[Stored data entries]
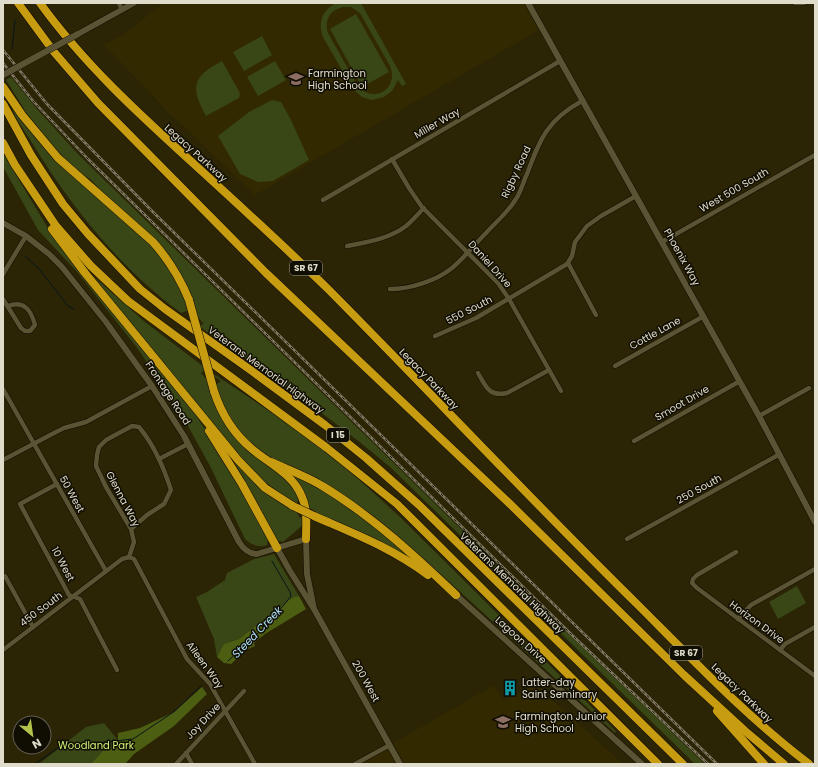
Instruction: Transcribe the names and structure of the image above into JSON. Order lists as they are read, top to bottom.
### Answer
{
  "streets": {
    "highway": [
      "Legacy Parkway",
      "SR 67",
      "Veterans Memorial Highway",
      "I 15"
    ],
    "street": [
      "Miller Way",
      "Rigby Road",
      "West 500 South",
      "Phoenix Way",
      "Daniel Drive",
      "550 South",
      "Cottle Lane",
      "Frontage Road",
      "Smoot Drive",
      "250 South",
      "50 West",
      "Glenna Way",
      "10 West",
      "450 South",
      "Horizon Drive",
      "Lagoon Drive",
      "Aileen Way",
      "200 West",
      "Joy Drive"
    ]
  },
  "crossings": [
    ["Miller Way", "Phoenix Way"],
    ["Miller Way", "Daniel Drive"],
    ["Rigby Road", "Phoenix Way"],
    ["Rigby Road", "Daniel Drive"],
    ["West 500 South", "Phoenix Way"],
    ["Phoenix Way", "Cottle Lane"],
    ["Phoenix Way", "Smoot Drive"],
    ["Phoenix Way", "250 South"],
    ["Daniel Drive", "550 South"],
    ["50 West", "10 West"],
    ["50 West", "450 South"],
    ["Glenna Way", "450 South"],
    ["Glenna Way", "Aileen Way"],
    ["10 West", "450 South"],
    ["450 South", "Aileen Way"],
    ["Aileen Way", "Joy Drive"]
  ],
  "water": ["Steed Creek"],
  "parks": ["Woodland Park"],
  "places": {
    "school or university": ["Farmington High School", "Farmington Junior High School"],
    "building": ["Latter-day Saint Seminary"]
  },
  "north": "bottom right"
}
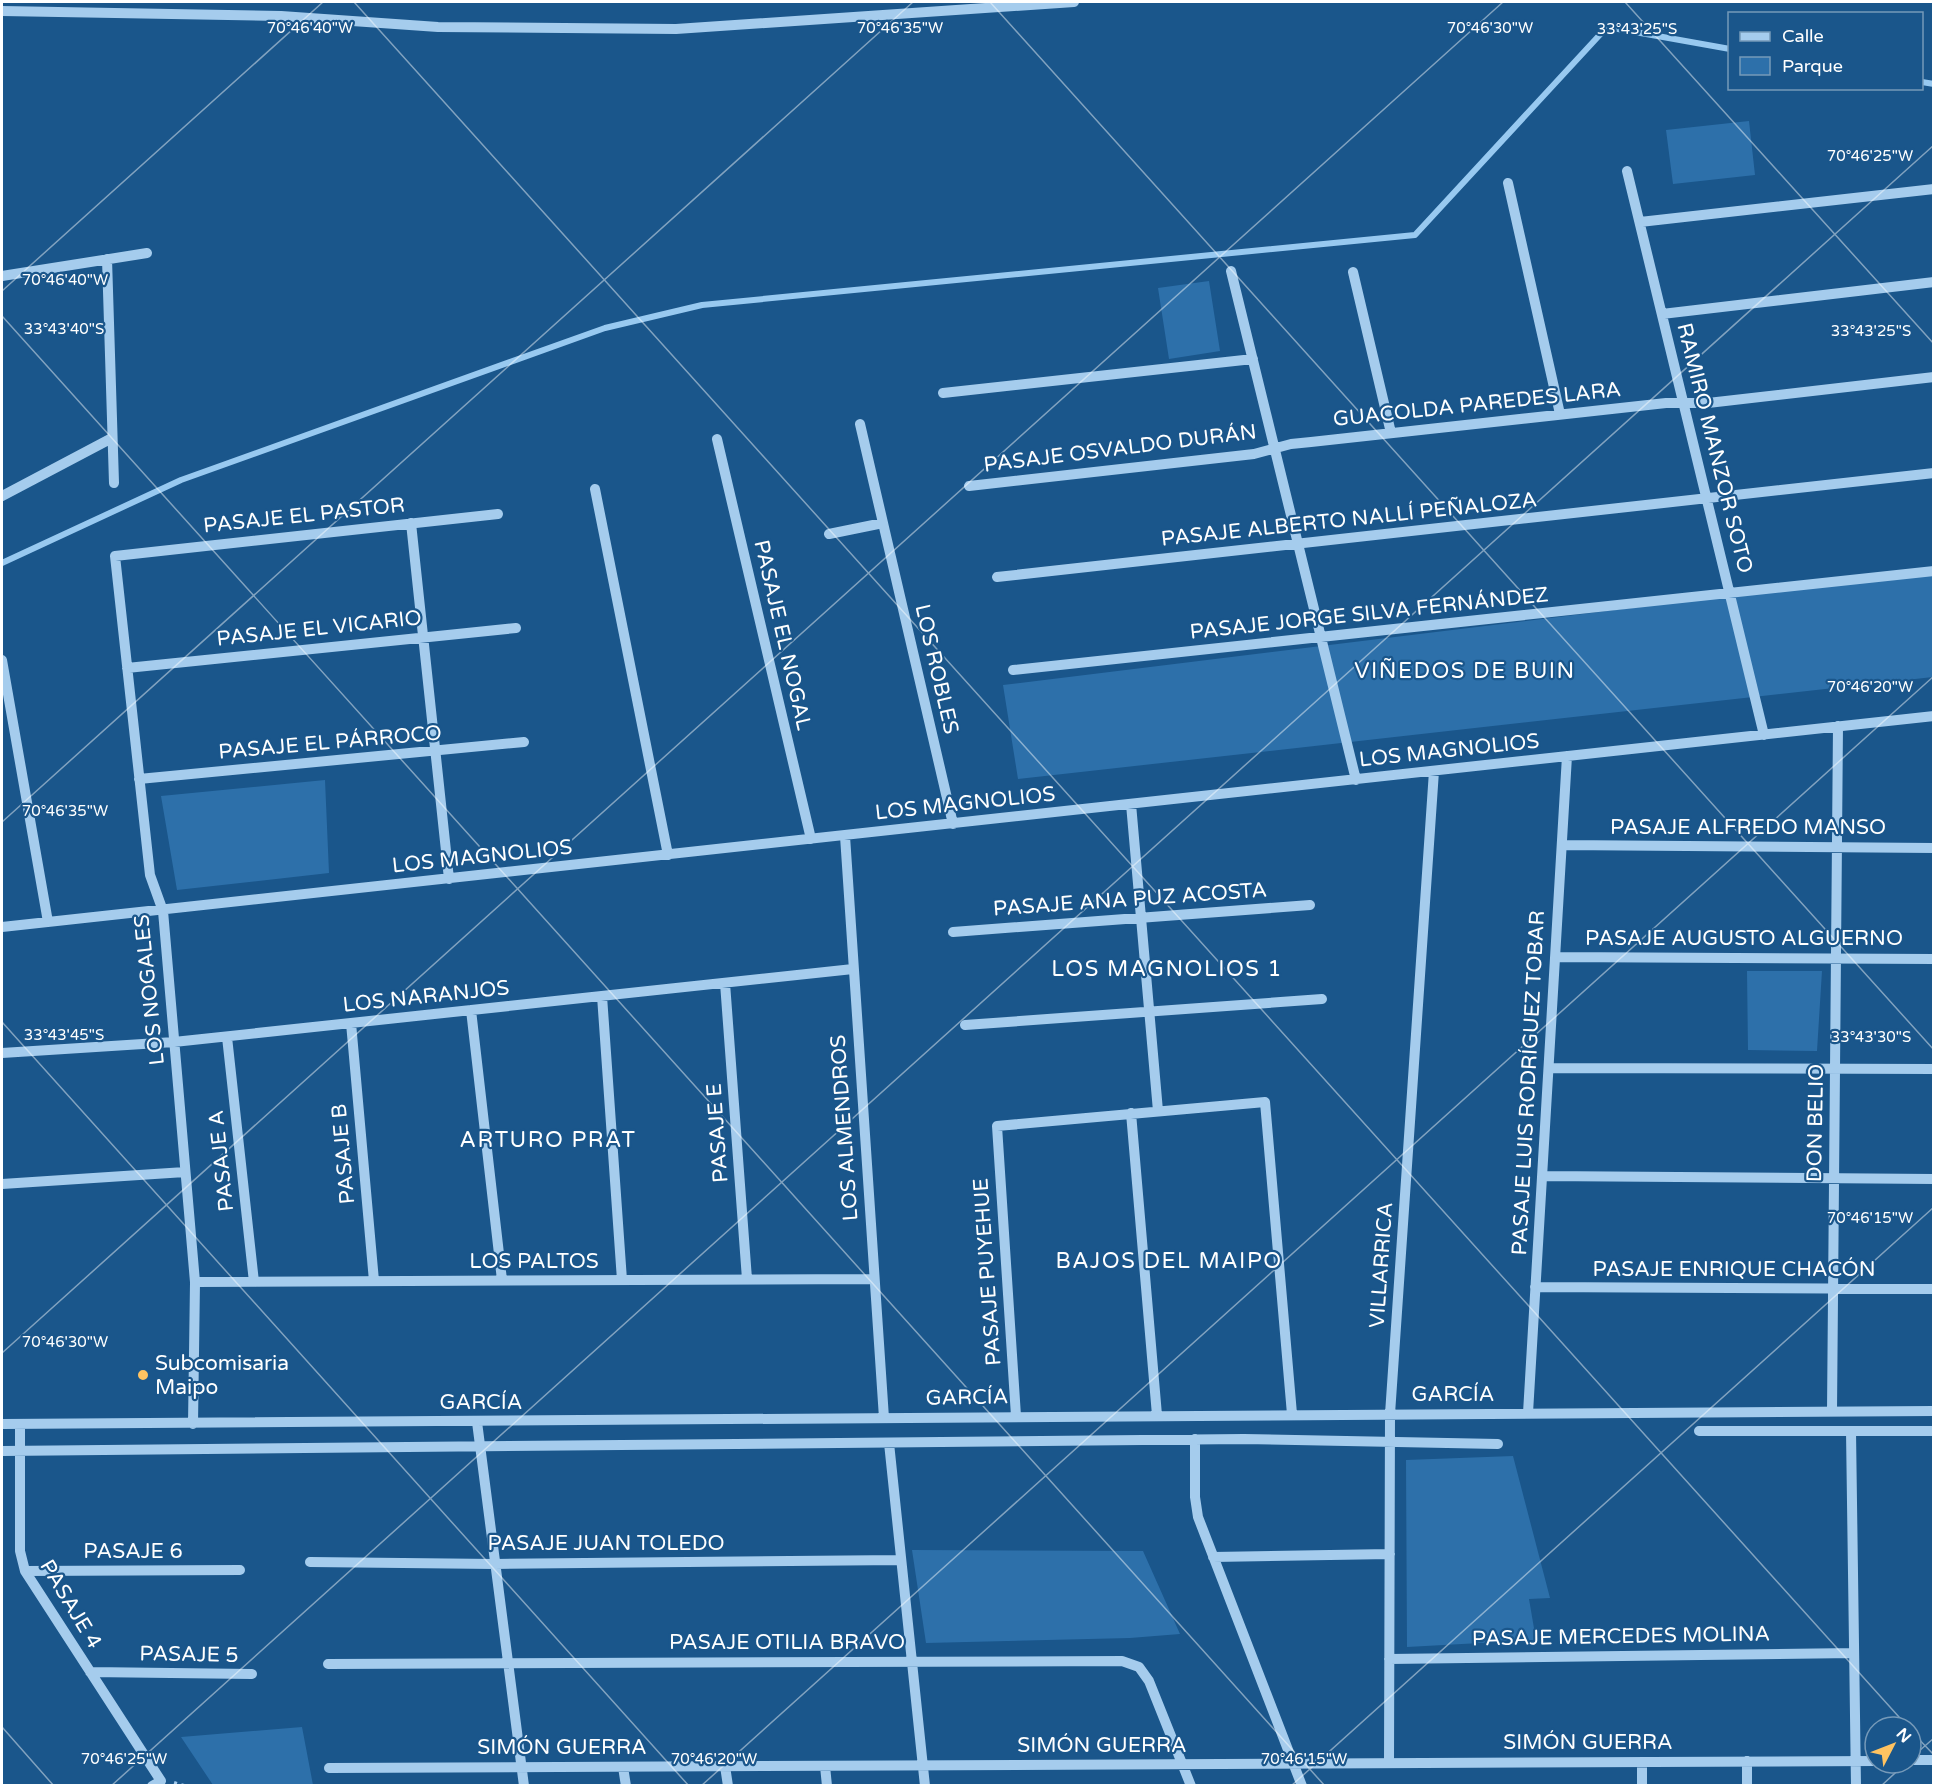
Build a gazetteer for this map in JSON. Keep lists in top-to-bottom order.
{
  "streets": {
    "street": [
      "GUACOLDA PAREDES LARA",
      "PASAJE OSVALDO DURÁN",
      "RAMIRO MANZOR SOTO",
      "PASAJE EL PASTOR",
      "PASAJE ALBERTO NALLÍ PEÑALOZA",
      "PASAJE JORGE SILVA FERNÁNDEZ",
      "PASAJE EL VICARIO",
      "PASAJE EL NOGAL",
      "LOS ROBLES",
      "PASAJE EL PÁRROCO",
      "LOS MAGNOLIOS",
      "PASAJE ALFREDO MANSO",
      "PASAJE ANA PUZ ACOSTA",
      "PASAJE AUGUSTO ALGUERNO",
      "LOS NOGALES",
      "LOS NARANJOS",
      "PASAJE LUIS RODRÍGUEZ TOBAR",
      "DON BELIO",
      "LOS ALMENDROS",
      "PASAJE E",
      "PASAJE B",
      "PASAJE A",
      "LOS PALTOS",
      "VILLARRICA",
      "PASAJE ENRIQUE CHACÓN",
      "PASAJE PUYEHUE",
      "GARCÍA",
      "PASAJE JUAN TOLEDO",
      "PASAJE 6",
      "PASAJE 4",
      "PASAJE MERCEDES MOLINA",
      "PASAJE OTILIA BRAVO",
      "PASAJE 5",
      "SIMÓN GUERRA"
    ]
  },
  "crossings": [
    ["GUACOLDA PAREDES LARA", "PASAJE OSVALDO DURÁN"],
    ["GUACOLDA PAREDES LARA", "RAMIRO MANZOR SOTO"],
    ["RAMIRO MANZOR SOTO", "PASAJE ALBERTO NALLÍ PEÑALOZA"],
    ["RAMIRO MANZOR SOTO", "PASAJE JORGE SILVA FERNÁNDEZ"],
    ["RAMIRO MANZOR SOTO", "LOS MAGNOLIOS"],
    ["PASAJE EL PASTOR", "LOS NOGALES"],
    ["PASAJE EL VICARIO", "LOS NOGALES"],
    ["PASAJE EL NOGAL", "LOS MAGNOLIOS"],
    ["LOS ROBLES", "LOS MAGNOLIOS"],
    ["PASAJE EL PÁRROCO", "LOS NOGALES"],
    ["LOS MAGNOLIOS", "LOS NOGALES"],
    ["LOS MAGNOLIOS", "PASAJE LUIS RODRÍGUEZ TOBAR"],
    ["LOS MAGNOLIOS", "DON BELIO"],
    ["LOS MAGNOLIOS", "LOS ALMENDROS"],
    ["LOS MAGNOLIOS", "VILLARRICA"],
    ["PASAJE ALFREDO MANSO", "PASAJE LUIS RODRÍGUEZ TOBAR"],
    ["PASAJE ALFREDO MANSO", "DON BELIO"],
    ["PASAJE AUGUSTO ALGUERNO", "PASAJE LUIS RODRÍGUEZ TOBAR"],
    ["PASAJE AUGUSTO ALGUERNO", "DON BELIO"],
    ["LOS NOGALES", "LOS NARANJOS"],
    ["LOS NOGALES", "LOS PALTOS"],
    ["LOS NOGALES", "GARCÍA"],
    ["LOS NARANJOS", "LOS ALMENDROS"],
    ["LOS NARANJOS", "PASAJE E"],
    ["LOS NARANJOS", "PASAJE B"],
    ["LOS NARANJOS", "PASAJE A"],
    ["PASAJE LUIS RODRÍGUEZ TOBAR", "PASAJE ENRIQUE CHACÓN"],
    ["PASAJE LUIS RODRÍGUEZ TOBAR", "GARCÍA"],
    ["DON BELIO", "PASAJE ENRIQUE CHACÓN"],
    ["DON BELIO", "GARCÍA"],
    ["LOS ALMENDROS", "LOS PALTOS"],
    ["LOS ALMENDROS", "GARCÍA"],
    ["PASAJE E", "LOS PALTOS"],
    ["PASAJE B", "LOS PALTOS"],
    ["PASAJE A", "LOS PALTOS"],
    ["VILLARRICA", "GARCÍA"],
    ["VILLARRICA", "PASAJE MERCEDES MOLINA"],
    ["VILLARRICA", "SIMÓN GUERRA"],
    ["PASAJE PUYEHUE", "GARCÍA"],
    ["GARCÍA", "PASAJE 4"],
    ["PASAJE 6", "PASAJE 4"],
    ["PASAJE 4", "PASAJE 5"],
    ["PASAJE OTILIA BRAVO", "SIMÓN GUERRA"]
  ],
  "districts": [
    "VIÑEDOS DE BUIN",
    "LOS MAGNOLIOS 1",
    "ARTURO PRAT",
    "BAJOS DEL MAIPO"
  ],
  "places": ["Subcomisaria Maipo"],
  "legend": ["Calle", "Parque"],
  "north": "top right",
  "coordinates": [
    "70°46'40\"W",
    "70°46'35\"W",
    "70°46'30\"W",
    "33°43'25\"S",
    "70°46'25\"W",
    "33°43'40\"S",
    "70°46'20\"W",
    "33°43'45\"S",
    "33°43'30\"S",
    "70°46'15\"W"
  ]
}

**WHAT IS EXPECTED:** Your answer should consist of each line of the data above in which the word "CHACÓN" occurs.

**REPLY:**
      "PASAJE ENRIQUE CHACÓN",
    ["PASAJE LUIS RODRÍGUEZ TOBAR", "PASAJE ENRIQUE CHACÓN"],
    ["DON BELIO", "PASAJE ENRIQUE CHACÓN"],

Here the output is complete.